Pro-choice timidity in fighting shortage of abortion providers

Original Reporting | By Heather Rogers |

March 13, 2013 — As Remapping Debate previously reported, the number of state-based restrictions on abortions has increased significantly over the last two years. Defining a “scarcity” of abortion providers to mean a state where either 60 percent of the women live in a county without an abortion provider, or where there are 200,000 or more people for each abortion provider, we found that fully 32 states were experiencing scarcity as of 2008, the last year for which these data are available.

Several individuals we spoke to when preparing this article urged us, apparently independently of one another, not to run the story out of concern about creating a “backlash.”

How are abortion-rights supporters fighting back? More specifically, recognizing that the current environment in many parts of the country is hostile to abortion providers, what are those abortion-rights supporters doing to increase the supply of obstetrician-gynecologists (ob-gyns) who perform
abortions?

Remapping Debate’s investigation found that the efforts being made, particularly when it comes to providing encouragement for, and training to, ob-gyns already in practice but not yet performing abortions, were severely limited; that progress has stalled in providing training for medical students and for doctors completing their residency requirement; and that there is widespread defensiveness among abortion-rights supporters about engaging in aggressive efforts to organize and set out a “counter-narrative” that could support a major increase in the supply of ob-gyns who perform abortions.
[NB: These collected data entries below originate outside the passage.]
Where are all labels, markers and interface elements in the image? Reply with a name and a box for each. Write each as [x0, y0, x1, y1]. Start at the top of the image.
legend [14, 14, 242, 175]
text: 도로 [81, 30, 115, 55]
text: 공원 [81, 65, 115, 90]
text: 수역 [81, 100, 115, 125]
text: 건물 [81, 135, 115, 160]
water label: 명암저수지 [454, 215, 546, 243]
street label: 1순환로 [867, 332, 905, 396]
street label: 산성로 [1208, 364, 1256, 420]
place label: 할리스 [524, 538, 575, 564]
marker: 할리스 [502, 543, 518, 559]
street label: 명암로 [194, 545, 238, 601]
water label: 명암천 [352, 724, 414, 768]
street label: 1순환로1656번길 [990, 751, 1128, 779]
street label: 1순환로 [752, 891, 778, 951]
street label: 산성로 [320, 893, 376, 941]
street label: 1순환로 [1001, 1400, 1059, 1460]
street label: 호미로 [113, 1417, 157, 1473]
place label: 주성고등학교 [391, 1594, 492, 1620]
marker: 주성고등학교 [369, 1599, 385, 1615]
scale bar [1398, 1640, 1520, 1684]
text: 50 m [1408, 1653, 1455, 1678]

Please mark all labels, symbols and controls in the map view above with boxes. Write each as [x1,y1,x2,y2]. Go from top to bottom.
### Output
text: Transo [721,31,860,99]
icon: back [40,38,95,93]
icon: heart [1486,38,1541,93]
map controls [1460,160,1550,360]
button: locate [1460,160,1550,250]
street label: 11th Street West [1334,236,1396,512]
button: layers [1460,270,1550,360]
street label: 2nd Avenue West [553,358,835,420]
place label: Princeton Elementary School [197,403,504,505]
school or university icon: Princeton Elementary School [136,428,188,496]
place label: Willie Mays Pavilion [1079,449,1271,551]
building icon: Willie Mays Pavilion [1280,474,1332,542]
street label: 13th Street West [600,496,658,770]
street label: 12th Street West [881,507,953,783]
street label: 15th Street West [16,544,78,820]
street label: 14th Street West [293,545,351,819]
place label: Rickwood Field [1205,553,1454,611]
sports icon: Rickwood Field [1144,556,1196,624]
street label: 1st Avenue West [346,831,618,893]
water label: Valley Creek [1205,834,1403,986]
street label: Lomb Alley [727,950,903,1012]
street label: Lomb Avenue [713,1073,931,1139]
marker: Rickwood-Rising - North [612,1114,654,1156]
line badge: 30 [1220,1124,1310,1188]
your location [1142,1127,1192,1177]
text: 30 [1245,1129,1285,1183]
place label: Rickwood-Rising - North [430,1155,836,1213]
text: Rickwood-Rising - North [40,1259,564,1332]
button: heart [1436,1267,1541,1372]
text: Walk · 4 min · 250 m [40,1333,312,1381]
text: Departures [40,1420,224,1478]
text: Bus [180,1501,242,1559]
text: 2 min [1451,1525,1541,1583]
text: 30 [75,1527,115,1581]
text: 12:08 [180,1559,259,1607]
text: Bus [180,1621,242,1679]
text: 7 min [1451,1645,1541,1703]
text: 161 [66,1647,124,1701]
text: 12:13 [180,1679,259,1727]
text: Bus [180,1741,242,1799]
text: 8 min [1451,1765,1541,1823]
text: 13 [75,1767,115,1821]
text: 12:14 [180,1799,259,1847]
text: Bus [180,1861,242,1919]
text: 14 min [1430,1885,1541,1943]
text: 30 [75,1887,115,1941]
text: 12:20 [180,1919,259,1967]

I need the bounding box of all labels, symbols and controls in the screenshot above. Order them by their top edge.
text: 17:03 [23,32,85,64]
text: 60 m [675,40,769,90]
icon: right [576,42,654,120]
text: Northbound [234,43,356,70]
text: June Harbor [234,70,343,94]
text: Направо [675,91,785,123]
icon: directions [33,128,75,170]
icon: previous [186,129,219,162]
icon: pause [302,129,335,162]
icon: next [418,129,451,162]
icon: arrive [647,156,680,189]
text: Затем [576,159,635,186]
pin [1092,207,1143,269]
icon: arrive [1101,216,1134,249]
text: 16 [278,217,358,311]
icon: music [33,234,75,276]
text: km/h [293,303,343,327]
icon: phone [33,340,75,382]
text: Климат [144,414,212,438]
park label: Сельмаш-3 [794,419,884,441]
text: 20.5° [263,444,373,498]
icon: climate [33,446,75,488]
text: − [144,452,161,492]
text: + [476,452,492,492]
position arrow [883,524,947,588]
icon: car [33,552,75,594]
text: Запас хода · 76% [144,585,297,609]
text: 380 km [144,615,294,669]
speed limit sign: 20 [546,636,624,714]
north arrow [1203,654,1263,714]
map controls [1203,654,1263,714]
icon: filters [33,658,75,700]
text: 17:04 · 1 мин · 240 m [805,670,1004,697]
Indeed, despite repeated efforts on our part, no representative of the Planned Parenthood Federation of America, which describes itself on its website as “the nation’s leading sexual and reproductive health care provider and advocate,” would agree to be interviewed by Remapping Debate. Several individuals we did speak to when preparing this article urged us, apparently independently of one another, not to run the story out of concern about creating a “backlash.”

 

Limited outreach to ob-gyns already in practice

Data from the American Medical Association and from the American Congress of Obstetricians and Gynecologists confirm there are far more ob-gyns already in practice than there are in residency programs. And a study, published last year in the academic journal Family Medicine noted that, while “the majority of abortion training currently takes place during residency and medical school…our study suggests that training later in a clinician’s career might yield a higher percentage of abortion providers.”

Dr. Barbara Gawinski, a co-author of the study and an associate professor in the Department of Family Medicine at the University of Rochester Medical Center, told Remapping Debate, “There is not the availability for advanced level practitioners” — doctors who are established and treating patients — “to get the training that they need.”

But little is being done to expand the supply of abortion providers from among the large pool of practicing ob-gyns who do not now offer abortion services. Representatives of three organizations that currently provide abortion training to medical school students, hospital residents, and those just out of residency — the Kenneth J. Ryan Residency Training Program and the Family Planning Fellowship Program, both run out of the University of California, San Francisco (UCSF), and the Reproductive Health Education in Family Medicine program, based at Montefiore Medical Center in New York City — neither agreed to be interviewed nor responded to emailed questions on the need to expand training for ob-gyns currently in practice.

Asked if her organization did outreach specifically to mid-career doctors, the National Abortion Federation’s president said, “If they want to do abortion training they will find their way to us.”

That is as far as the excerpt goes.